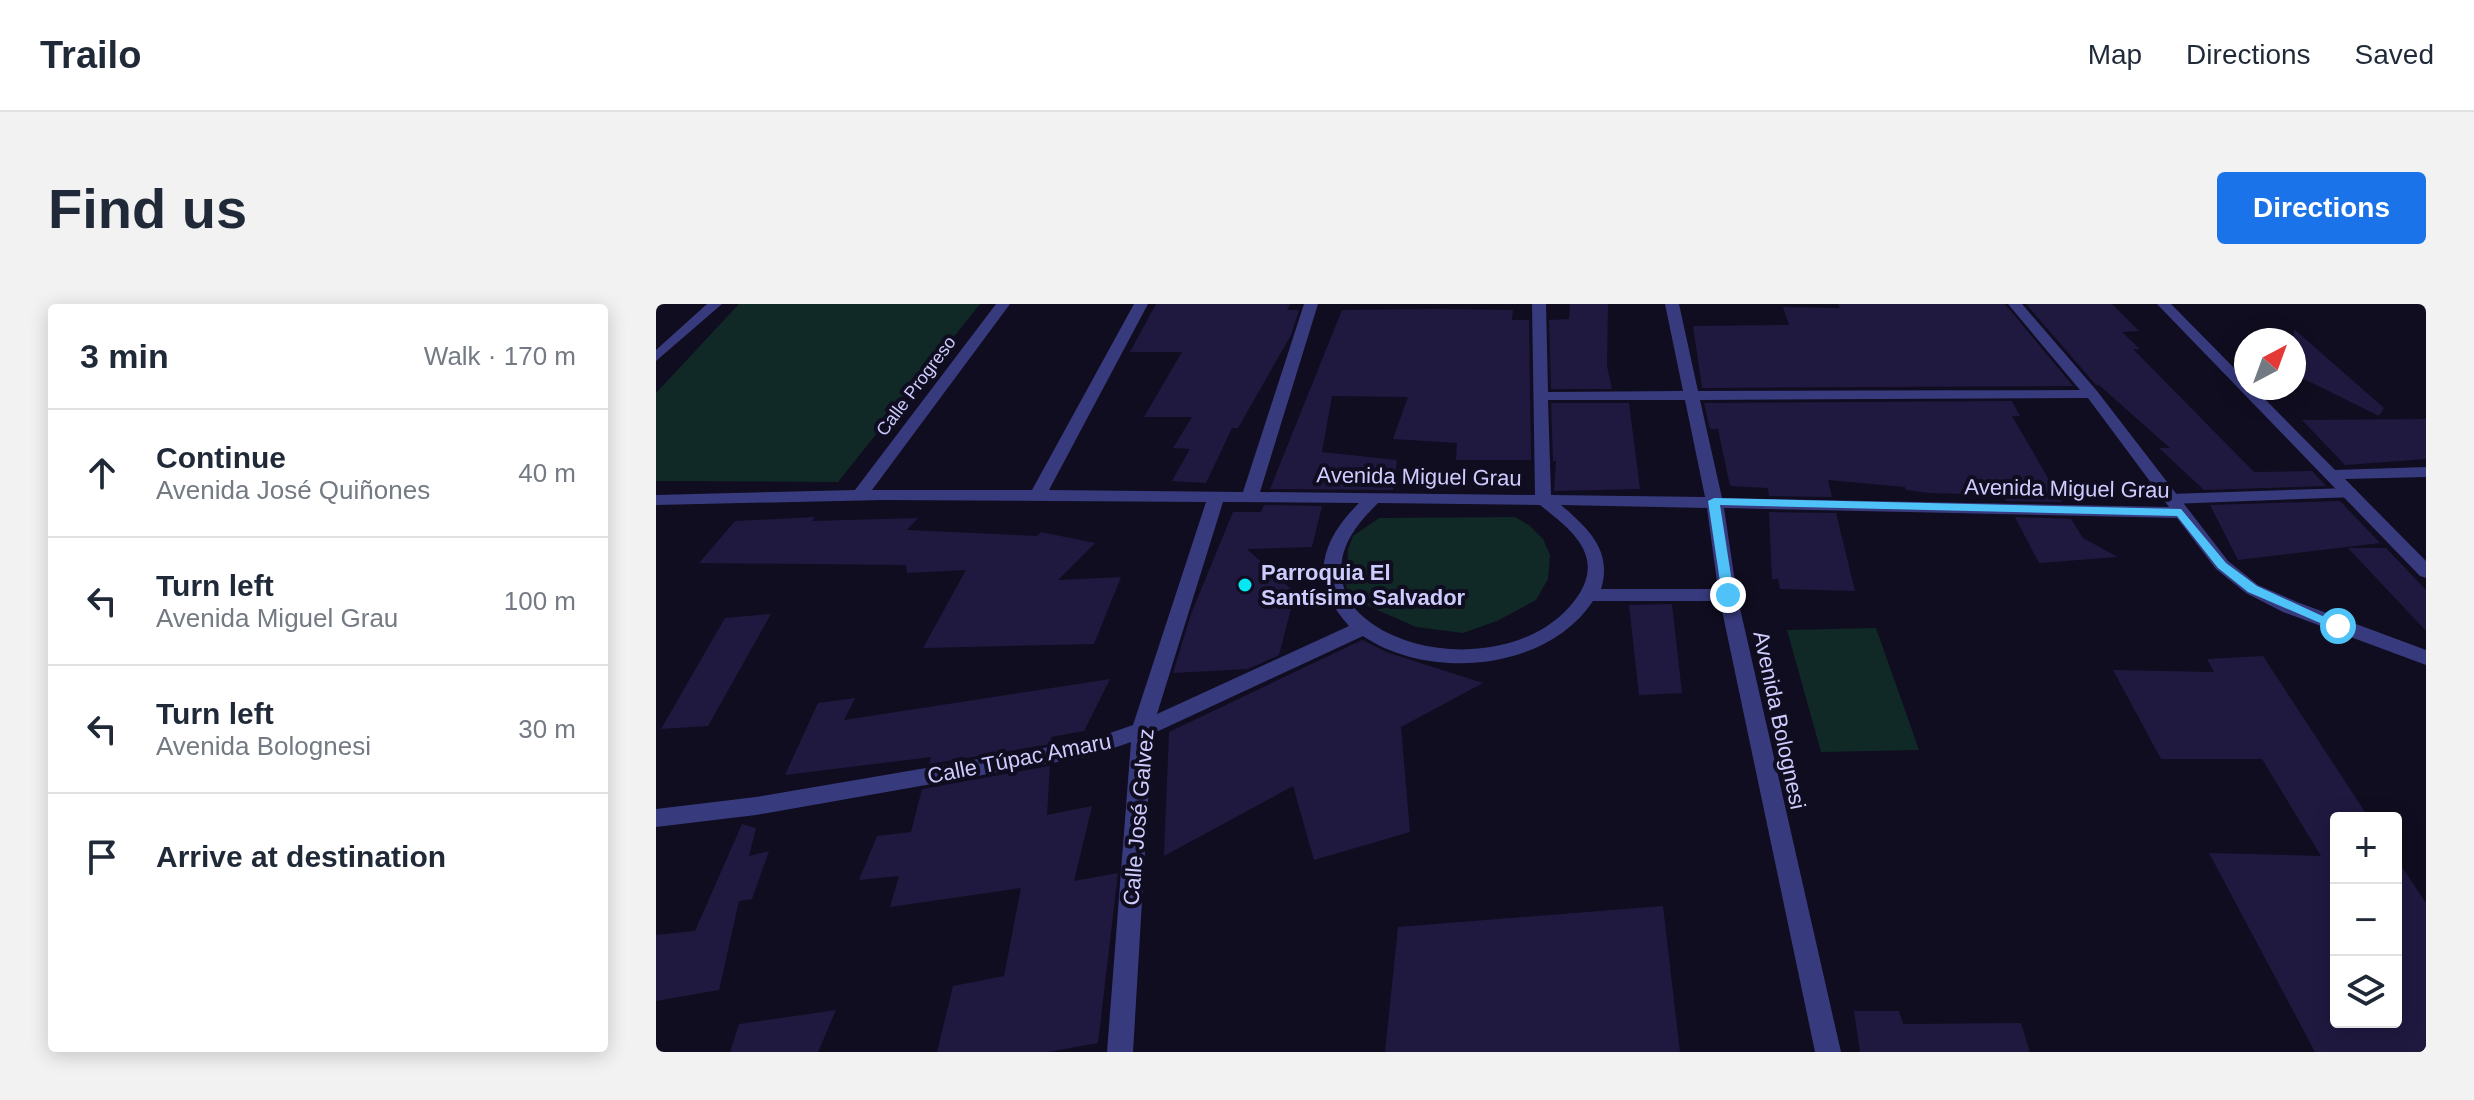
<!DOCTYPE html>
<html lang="en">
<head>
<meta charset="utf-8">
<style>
  :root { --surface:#fff; --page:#f2f2f3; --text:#1f2937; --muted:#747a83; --line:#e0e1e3; --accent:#1a73e8 }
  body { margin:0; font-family:Arial,sans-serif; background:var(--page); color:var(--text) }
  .controls { position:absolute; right:24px; bottom:24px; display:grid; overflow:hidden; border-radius:8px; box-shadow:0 4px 20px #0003 }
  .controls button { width:72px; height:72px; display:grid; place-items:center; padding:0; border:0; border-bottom:2px solid var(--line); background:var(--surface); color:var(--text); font:40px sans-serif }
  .compass { position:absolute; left:1578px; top:24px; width:72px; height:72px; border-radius:50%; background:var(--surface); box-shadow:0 4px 20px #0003; rotate:41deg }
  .stop { position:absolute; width:24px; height:24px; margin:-18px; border:6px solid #4fc3f7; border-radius:50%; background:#fff }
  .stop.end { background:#4fc3f7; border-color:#fff; box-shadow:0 2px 8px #0008 }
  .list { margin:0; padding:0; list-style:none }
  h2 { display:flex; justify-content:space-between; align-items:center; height:104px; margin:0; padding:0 32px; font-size:34px }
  h2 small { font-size:26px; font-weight:400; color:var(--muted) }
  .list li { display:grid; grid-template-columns:52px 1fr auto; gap:24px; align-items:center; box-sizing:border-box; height:128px; padding:0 32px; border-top:2px solid var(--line) }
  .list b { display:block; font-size:30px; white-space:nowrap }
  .list p { margin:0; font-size:26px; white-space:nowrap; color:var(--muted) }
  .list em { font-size:26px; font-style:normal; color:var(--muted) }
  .icon { flex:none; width:44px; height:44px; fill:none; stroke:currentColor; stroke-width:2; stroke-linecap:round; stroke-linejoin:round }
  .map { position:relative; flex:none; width:1770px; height:748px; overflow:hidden; border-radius:8px }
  header { display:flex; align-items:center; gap:48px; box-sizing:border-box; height:112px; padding:0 40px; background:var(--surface); border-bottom:2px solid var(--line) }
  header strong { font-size:38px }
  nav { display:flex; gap:44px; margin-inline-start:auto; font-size:28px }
  .intro { display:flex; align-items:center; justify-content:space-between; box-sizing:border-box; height:192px; padding:0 48px }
  h1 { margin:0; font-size:56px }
  .button { padding:20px 36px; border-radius:8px; background:var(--accent); color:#fff; font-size:28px; font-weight:700 }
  main { display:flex; gap:48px; padding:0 48px }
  aside { flex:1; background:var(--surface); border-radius:8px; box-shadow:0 4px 20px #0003 }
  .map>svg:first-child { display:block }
  .green { fill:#102927 }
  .building { fill:#1f1940 }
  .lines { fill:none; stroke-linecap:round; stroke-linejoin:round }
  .service { fill:#383a7e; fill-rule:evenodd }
  .minor { fill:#383a7e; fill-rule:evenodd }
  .route { fill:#4fc3f7 }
  .poi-dot { fill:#03e8f2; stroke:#0f0d1f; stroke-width:3 }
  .labels { text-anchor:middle; stroke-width:8; stroke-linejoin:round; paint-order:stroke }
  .far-street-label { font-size:18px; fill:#ceccfe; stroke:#0f0d1f }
  .street-label { font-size:22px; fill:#ceccfe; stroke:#0f0d1f }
  .poi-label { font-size:22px; font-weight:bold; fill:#ceccfe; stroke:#0f0d1f; text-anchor:start }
</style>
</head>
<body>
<header>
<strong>Trailo</strong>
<nav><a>Map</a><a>Directions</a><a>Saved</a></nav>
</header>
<div class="intro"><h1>Find us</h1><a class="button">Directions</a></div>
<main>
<aside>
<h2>3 min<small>Walk · 170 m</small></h2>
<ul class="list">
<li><svg class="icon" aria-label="ahead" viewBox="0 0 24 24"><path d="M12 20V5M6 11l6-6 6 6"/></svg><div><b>Continue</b><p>Avenida José Quiñones</p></div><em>40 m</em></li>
<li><svg class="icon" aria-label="left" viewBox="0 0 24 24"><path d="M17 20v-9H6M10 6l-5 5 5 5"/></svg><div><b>Turn left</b><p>Avenida Miguel Grau</p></div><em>100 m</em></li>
<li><svg class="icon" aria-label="left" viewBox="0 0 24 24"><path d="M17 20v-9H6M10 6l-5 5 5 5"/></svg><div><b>Turn left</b><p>Avenida Bolognesi</p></div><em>30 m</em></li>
<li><svg class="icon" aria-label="arrive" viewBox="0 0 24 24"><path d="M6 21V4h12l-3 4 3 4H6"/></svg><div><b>Arrive at destination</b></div></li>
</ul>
</aside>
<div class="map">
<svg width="1770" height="748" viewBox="0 0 1770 748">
  <rect width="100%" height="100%" fill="#0f0d1f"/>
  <!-- green -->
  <path class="green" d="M83,0H324L182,178L0,177V89Z
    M859,213L873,221L887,235L894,251L892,275L880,296L841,317L807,329L760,323L699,296L690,283L692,245L697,232L723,214Z
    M1220,324L1263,446L1165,448L1131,326Z"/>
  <!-- building -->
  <path class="building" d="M500,0H634L631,6H643L635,31L582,124H576L550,179L516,177L534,145L517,144L536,113H488L526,48H474Z
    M914,0H952L951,62L956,85H895L893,16L913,15Z
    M1182,0H1349L1417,82L1046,84L1037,22L1133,21L1127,3L1184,4Z
    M1370,0H1456L1483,27L1466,28L1484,45H1477L1598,168L1656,167L1670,182L1548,186L1503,144H1514L1443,81H1440Z
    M777,5L857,6L856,16H873L875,156H800L801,139L737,135L752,93L676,92L666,148L741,156L737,186L614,185L686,6Z
    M1638,25L1728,104L1723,112L1638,70Z
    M1356,97L1364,112H1356L1406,198L1350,197L1347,191L1274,189L1250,186L1249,183L1172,176L1176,193L1113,192L1112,184L1074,182L1062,125H1054L1048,99Z
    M895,99H973L984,185L898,187L900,157H897Z
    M1770,115V155L1689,161L1646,116Z
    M1684,197L1724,239L1582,256L1554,201Z
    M608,201L666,202L656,243L591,245L639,289L623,351L592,365L517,369L535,310L577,208H605Z
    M1113,208L1180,209L1199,287L1124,285L1122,275H1116Z
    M159,213L156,217L262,214L251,226L381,232L385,228L439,239L402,276L465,273L438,340L267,344L310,266L251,269L250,261L43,259L79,217Z
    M1359,213L1415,215L1427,234L1462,253L1383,259Z
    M1692,244H1730L1770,286V327Z
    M1016,300L1026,389L983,391L973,301Z
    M115,310L52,422L5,425L69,314Z
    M706,336L733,349L827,379L745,423L754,528L658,556L637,482L508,552L513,428Z
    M1607,352L1713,514H1680V718H1740V554L1770,599V748H1659L1553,549L1665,552L1606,455H1505L1457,366L1558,368L1551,355Z
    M454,375L428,427L395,433V440L273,460L275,453L129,471L162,399L199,394L188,416Z
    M394,462L391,511L436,502L418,577L462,569L442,739L392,748H281L297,682L348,672L365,584L234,603L243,572L203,576L221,532L255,528L266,485Z
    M86,520L100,524L93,552L113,547L96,595L83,597L63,686L0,697V631L39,627Z
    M1007,602L1024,748H729L742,623Z
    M180,706L162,748H74L83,720Z
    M1198,707H1243L1247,720L1365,719L1374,748H1204Z"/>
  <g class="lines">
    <!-- service -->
    <path class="service" d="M1693,184L1699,185L1701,189L1699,193L1514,200L1506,195L1514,190Z"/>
    <!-- minor -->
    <path class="minor" d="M51,0H66L0,57V46Z
      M340,0H354L216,186H376L478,0H492L393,186L587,188L648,0H662L604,188L879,191L876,0H890L892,88L1027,87L1009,0H1023L1042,87L1424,86L1352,0H1366L1441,87L1572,257L1602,281L1641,298L1770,346V361L1627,308L1590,289L1560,265L1521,214L1068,204L1081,291L1185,748H1159L1064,297H937C891,367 773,377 707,332L496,430L477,748H451L475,438L435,452L100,511L0,523V505L100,493L434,436L477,421L550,198L227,196L0,201V191L199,186ZM1432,94L1513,203L1066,194L1044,96ZM892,96H1029L1049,193L895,191ZM567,198L703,199C663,239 653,278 693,322L501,410ZM722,199L884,201C901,215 927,233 931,256C934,270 928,284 919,296C876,354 775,359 718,321C704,311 693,301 688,284C678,248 698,223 722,199ZM905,201L1051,204L1062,285H945C957,247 932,224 905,201Z
      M1501,0H1515L1590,76V84H1598L1679,166L1770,163V173L1689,175L1770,257V274L1764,272Z"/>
  </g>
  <!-- route -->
  <path class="route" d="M1058,194L1525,205L1570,259L1601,282L1688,322L1686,325H1678L1592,288L1562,264L1521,212L1064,201L1078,291L1072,295L1066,291L1052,197Z"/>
  <!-- markers -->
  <circle class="poi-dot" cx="589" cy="281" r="8"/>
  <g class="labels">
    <!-- far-street labels -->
    <g class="far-street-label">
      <text transform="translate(260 82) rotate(-53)" y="6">Calle Progreso</text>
    </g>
    <!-- street labels -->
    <g class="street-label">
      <text transform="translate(763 172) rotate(1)" y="8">Avenida Miguel Grau</text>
      <text transform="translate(1411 184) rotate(1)" y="8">Avenida Miguel Grau</text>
      <text transform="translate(1124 416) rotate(78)" y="8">Avenida Bolognesi</text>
      <text transform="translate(363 454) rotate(-11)" y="8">Calle Túpac Amaru</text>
      <text transform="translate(482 513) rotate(-85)" y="8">Calle José Galvez</text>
    </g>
    <!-- poi labels -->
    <g class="poi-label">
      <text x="605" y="276">Parroquia El<tspan x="605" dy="25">Santísimo Salvador</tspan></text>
    </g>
  </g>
</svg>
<div class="controls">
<button>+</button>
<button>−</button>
<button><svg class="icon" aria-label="layers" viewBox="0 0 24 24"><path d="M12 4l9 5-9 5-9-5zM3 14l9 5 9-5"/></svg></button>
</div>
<svg class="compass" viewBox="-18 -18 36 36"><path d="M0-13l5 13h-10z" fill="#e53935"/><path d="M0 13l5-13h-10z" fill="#747a83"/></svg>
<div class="stop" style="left:1682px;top:322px"></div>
<div class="stop end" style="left:1072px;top:291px"></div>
</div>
</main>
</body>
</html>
========
YOUR ASSIGNMENT :: How many lines of the preceding listing hold the string "serif"? Answer with the number only.

PROBLEM SOLUTION :: 2